[Data for review]
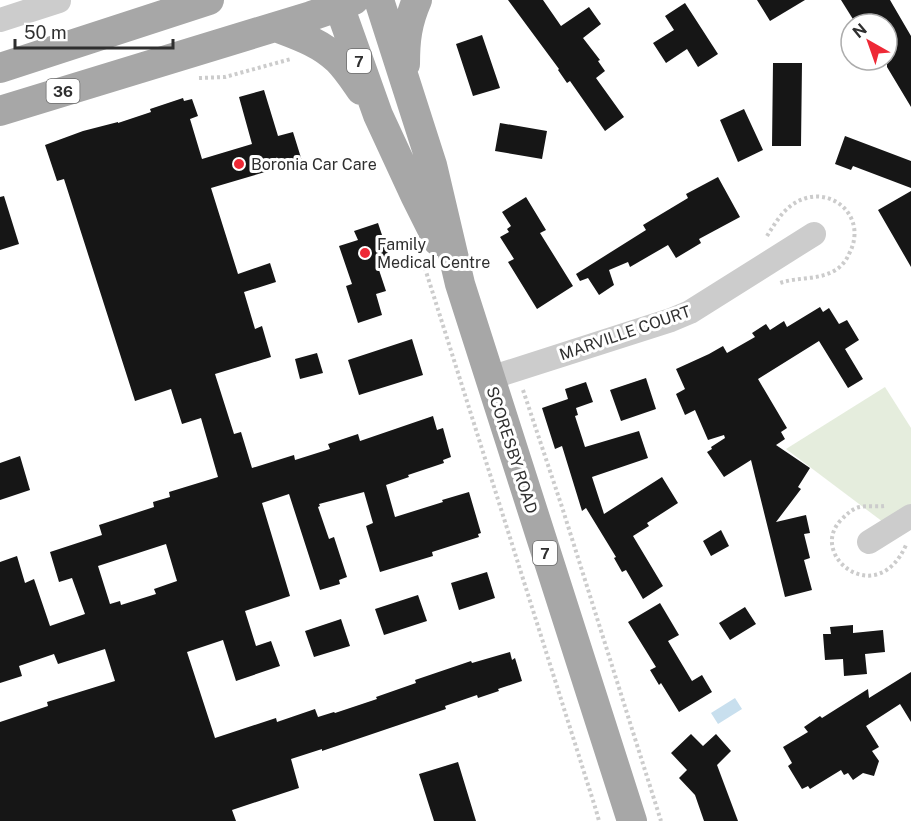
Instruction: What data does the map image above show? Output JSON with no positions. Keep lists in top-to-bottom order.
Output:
{
  "streets": {
    "main road": ["7", "36", "SCORESBY ROAD"],
    "street": ["MARVILLE COURT"]
  },
  "crossings": [
    ["36", "SCORESBY ROAD"],
    ["MARVILLE COURT", "SCORESBY ROAD"]
  ],
  "places": ["Boronia Car Care", "Family Medical Centre"],
  "scale_bar": "50 m",
  "north": "top left"
}
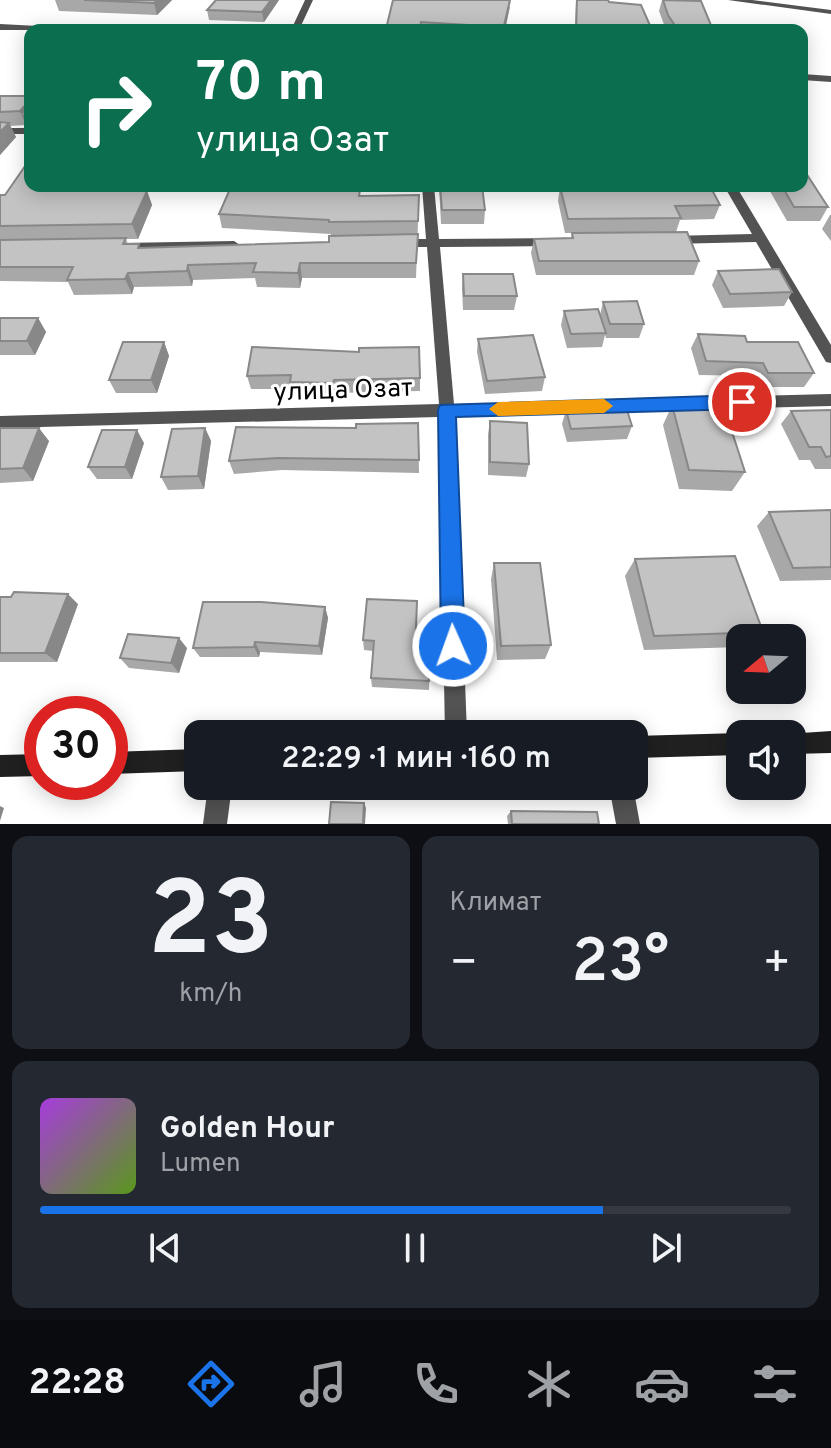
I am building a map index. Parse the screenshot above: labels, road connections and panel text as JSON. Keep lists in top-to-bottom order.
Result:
{
  "streets": {
    "street": ["улица Озат"]
  },
  "north": "left",
  "page": {
    "turn": ["70 m", "улица Озат"],
    "limit": "30",
    "trip": "22:29 · 1 мин · 160 m",
    "tile": [
      ["23", "km/h"],
      "Климат"
    ],
    "heat": ["−", "23°", "+"],
    "song": ["Golden Hour", "Lumen"],
    "tabs": "22:28"
  }
}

[Directions for this task] The answer must consist of the entries above, reproduced word for word, without any pictures.

[Result of the exercise]
Instruction: What data does the map image above show? Output JSON with no positions. Keep lists in top-to-bottom order.
Output:
{
  "streets": {
    "main road": ["7", "36", "SCORESBY ROAD"],
    "street": ["MARVILLE COURT"]
  },
  "crossings": [
    ["36", "SCORESBY ROAD"],
    ["MARVILLE COURT", "SCORESBY ROAD"]
  ],
  "places": ["Boronia Car Care", "Family Medical Centre"],
  "scale_bar": "50 m",
  "north": "top left"
}
I am building a map index. Parse the screenshot above: labels, road connections and panel text as JSON. Keep lists in top-to-bottom order.
Result:
{
  "streets": {
    "street": ["улица Озат"]
  },
  "north": "left",
  "page": {
    "turn": ["70 m", "улица Озат"],
    "limit": "30",
    "trip": "22:29 · 1 мин · 160 m",
    "tile": [
      ["23", "km/h"],
      "Климат"
    ],
    "heat": ["−", "23°", "+"],
    "song": ["Golden Hour", "Lumen"],
    "tabs": "22:28"
  }
}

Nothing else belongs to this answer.